Return exactly the span that opens with the line containing "Draw a box around" and closes with the final line of the records, both included.
(Records supplied begins)
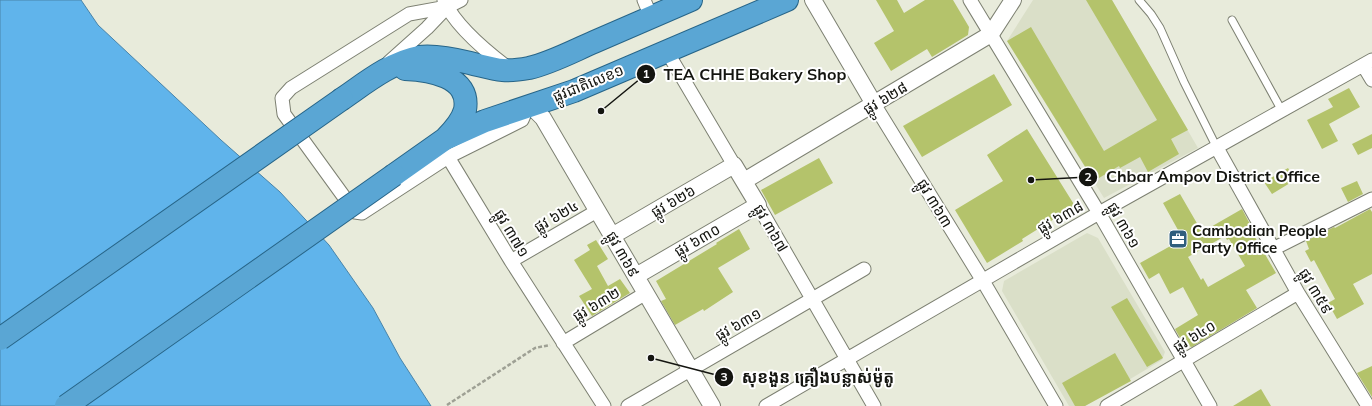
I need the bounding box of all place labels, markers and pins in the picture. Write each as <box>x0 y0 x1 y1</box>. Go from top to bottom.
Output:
callout: TEA CHHE Bakery Shop <box>636 60 854 88</box>
callout: Chbar Ampov District Office <box>1078 163 1328 191</box>
place label: Cambodian People Party Office <box>1192 221 1327 257</box>
office icon: Cambodian People Party Office <box>1167 228 1189 250</box>
callout: សុខងួន គ្រឿងបន្លាស់ម៉ូតូ <box>714 363 902 391</box>

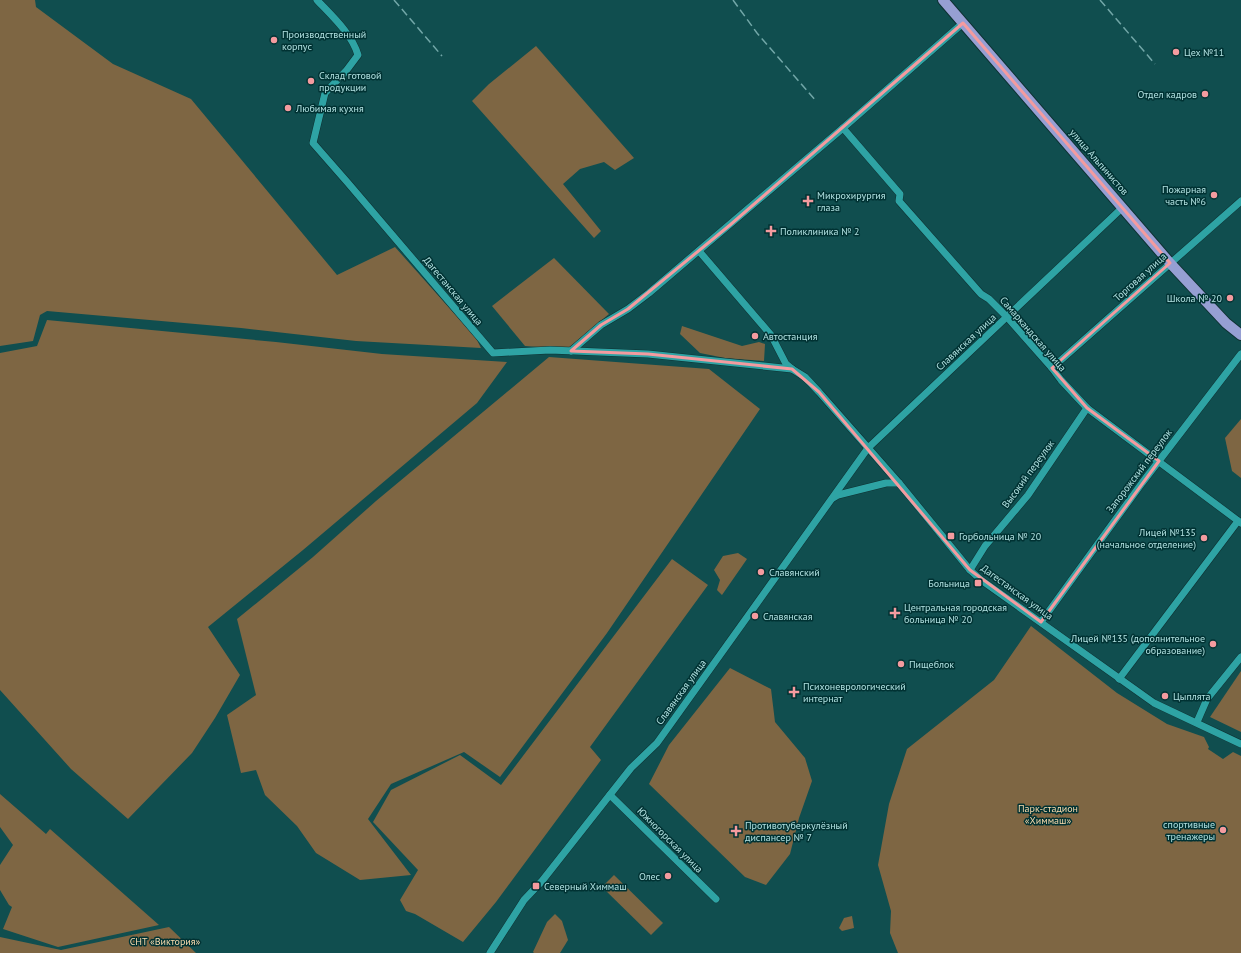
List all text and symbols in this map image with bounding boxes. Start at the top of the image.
place label: Производственный корпус [282,28,366,53]
marker: Производственный корпус [269,35,279,45]
place label: Цех №11 [1184,46,1224,59]
marker: Цех №11 [1171,47,1181,57]
place label: Склад готовой продукции [319,69,382,94]
marker: Склад готовой продукции [306,76,316,86]
place label: Отдел кадров [1138,88,1197,101]
marker: Отдел кадров [1200,89,1210,99]
place label: Любимая кухня [295,102,364,115]
marker: Любимая кухня [283,103,293,113]
street label: улица Альпинистов [1067,126,1131,198]
place label: Пожарная часть №6 [1162,183,1206,208]
place label: Микрохирургия глаза [817,189,886,214]
marker: Пожарная часть №6 [1209,190,1219,200]
marker: Микрохирургия глаза [802,195,814,207]
marker: Поликлиника № 2 [765,225,777,237]
place label: Поликлиника № 2 [780,225,860,238]
street label: Торговая улица [1111,250,1169,304]
street label: Дагестанская улица [420,254,486,328]
place label: Школа № 20 [1167,292,1223,305]
marker: Школа № 20 [1225,293,1235,303]
street label: Самаркандская улица [997,294,1069,374]
street label: Славянская улица [933,311,999,373]
place label: Автостанция [763,330,818,343]
marker: Автостанция [750,331,760,341]
street label: Запорожский переулок [1103,426,1175,515]
street label: Высокий переулок [999,437,1057,511]
place label: Лицей №135 (начальное отделение) [1097,526,1196,551]
place label: Горбольница № 20 [959,530,1042,543]
marker: Горбольница № 20 [946,531,956,541]
marker: Лицей №135 (начальное отделение) [1199,533,1209,543]
street label: Дагестанская улица [978,561,1056,623]
place label: Славянский [769,566,820,579]
marker: Славянский [756,567,766,577]
place label: Больница [928,577,970,590]
marker: Больница [973,578,983,588]
place label: Центральная городская больница № 20 [904,601,1007,626]
marker: Центральная городская больница № 20 [889,607,901,619]
place label: Славянская [763,610,813,623]
marker: Славянская [750,611,760,621]
place label: Лицей №135 (дополнительное образование) [1070,632,1205,657]
marker: Лицей №135 (дополнительное образование) [1208,639,1218,649]
street label: Славянская улица [653,657,709,727]
place label: Пищеблок [909,658,954,671]
marker: Пищеблок [896,659,906,669]
place label: Психоневрологический интернат [803,680,906,705]
marker: Психоневрологический интернат [788,686,800,698]
place label: Цыплята [1173,690,1211,703]
marker: Цыплята [1160,691,1170,701]
park label: Парк-стадион «Химмаш» [1018,802,1078,827]
street label: Южногорская улица [634,804,706,876]
place label: спортивные тренажеры [1163,818,1215,843]
place label: Противотуберкулёзный диспансер № 7 [745,819,848,844]
marker: Противотуберкулёзный диспансер № 7 [730,825,742,837]
marker: спортивные тренажеры [1218,825,1228,835]
place label: Олес [639,870,660,883]
marker: Олес [663,871,673,881]
place label: Северный Химмаш [544,880,627,893]
marker: Северный Химмаш [531,881,541,891]
park label: СНТ «Виктория» [130,935,201,948]

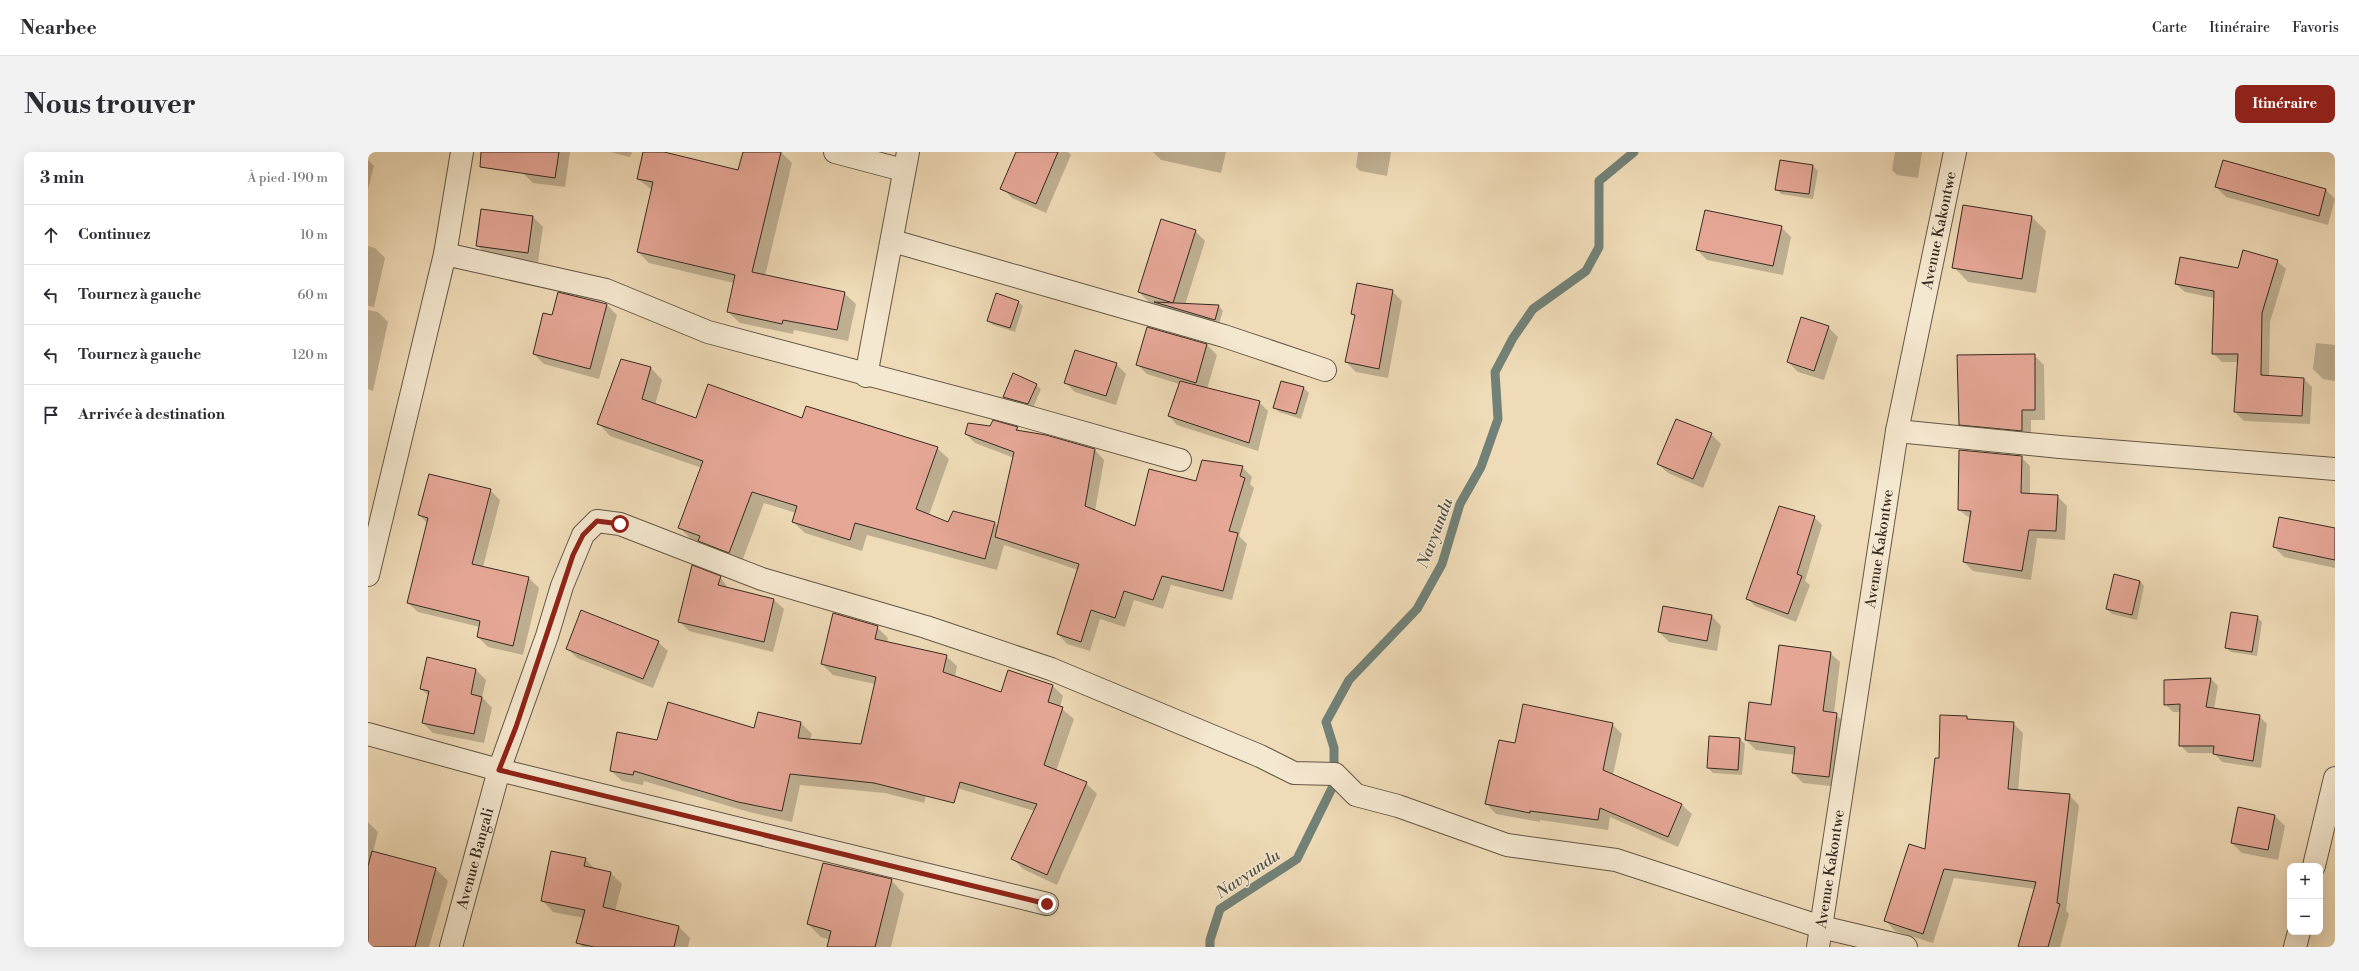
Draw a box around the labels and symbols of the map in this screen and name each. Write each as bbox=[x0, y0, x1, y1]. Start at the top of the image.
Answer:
street label: Avenue Kakontwe bbox=[1917, 170, 1960, 292]
street label: Avenue Kakontwe bbox=[1860, 488, 1897, 610]
water label: Navyundu bbox=[1412, 494, 1458, 572]
route start bbox=[611, 515, 629, 533]
street label: Avenue Bangali bbox=[452, 805, 498, 912]
street label: Avenue Kakontwe bbox=[1811, 808, 1848, 931]
water label: Navyundu bbox=[1211, 845, 1285, 903]
route end bbox=[1038, 895, 1056, 913]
(Records supplied ends)
Exercise output:
Draw a box around the labels and symbols of the map in this screen and name each. Write each as bbox=[x0, y0, x1, y1]. Start at the top of the image.
Answer:
street label: Avenue Kakontwe bbox=[1917, 170, 1960, 292]
street label: Avenue Kakontwe bbox=[1860, 488, 1897, 610]
water label: Navyundu bbox=[1412, 494, 1458, 572]
route start bbox=[611, 515, 629, 533]
street label: Avenue Bangali bbox=[452, 805, 498, 912]
street label: Avenue Kakontwe bbox=[1811, 808, 1848, 931]
water label: Navyundu bbox=[1211, 845, 1285, 903]
route end bbox=[1038, 895, 1056, 913]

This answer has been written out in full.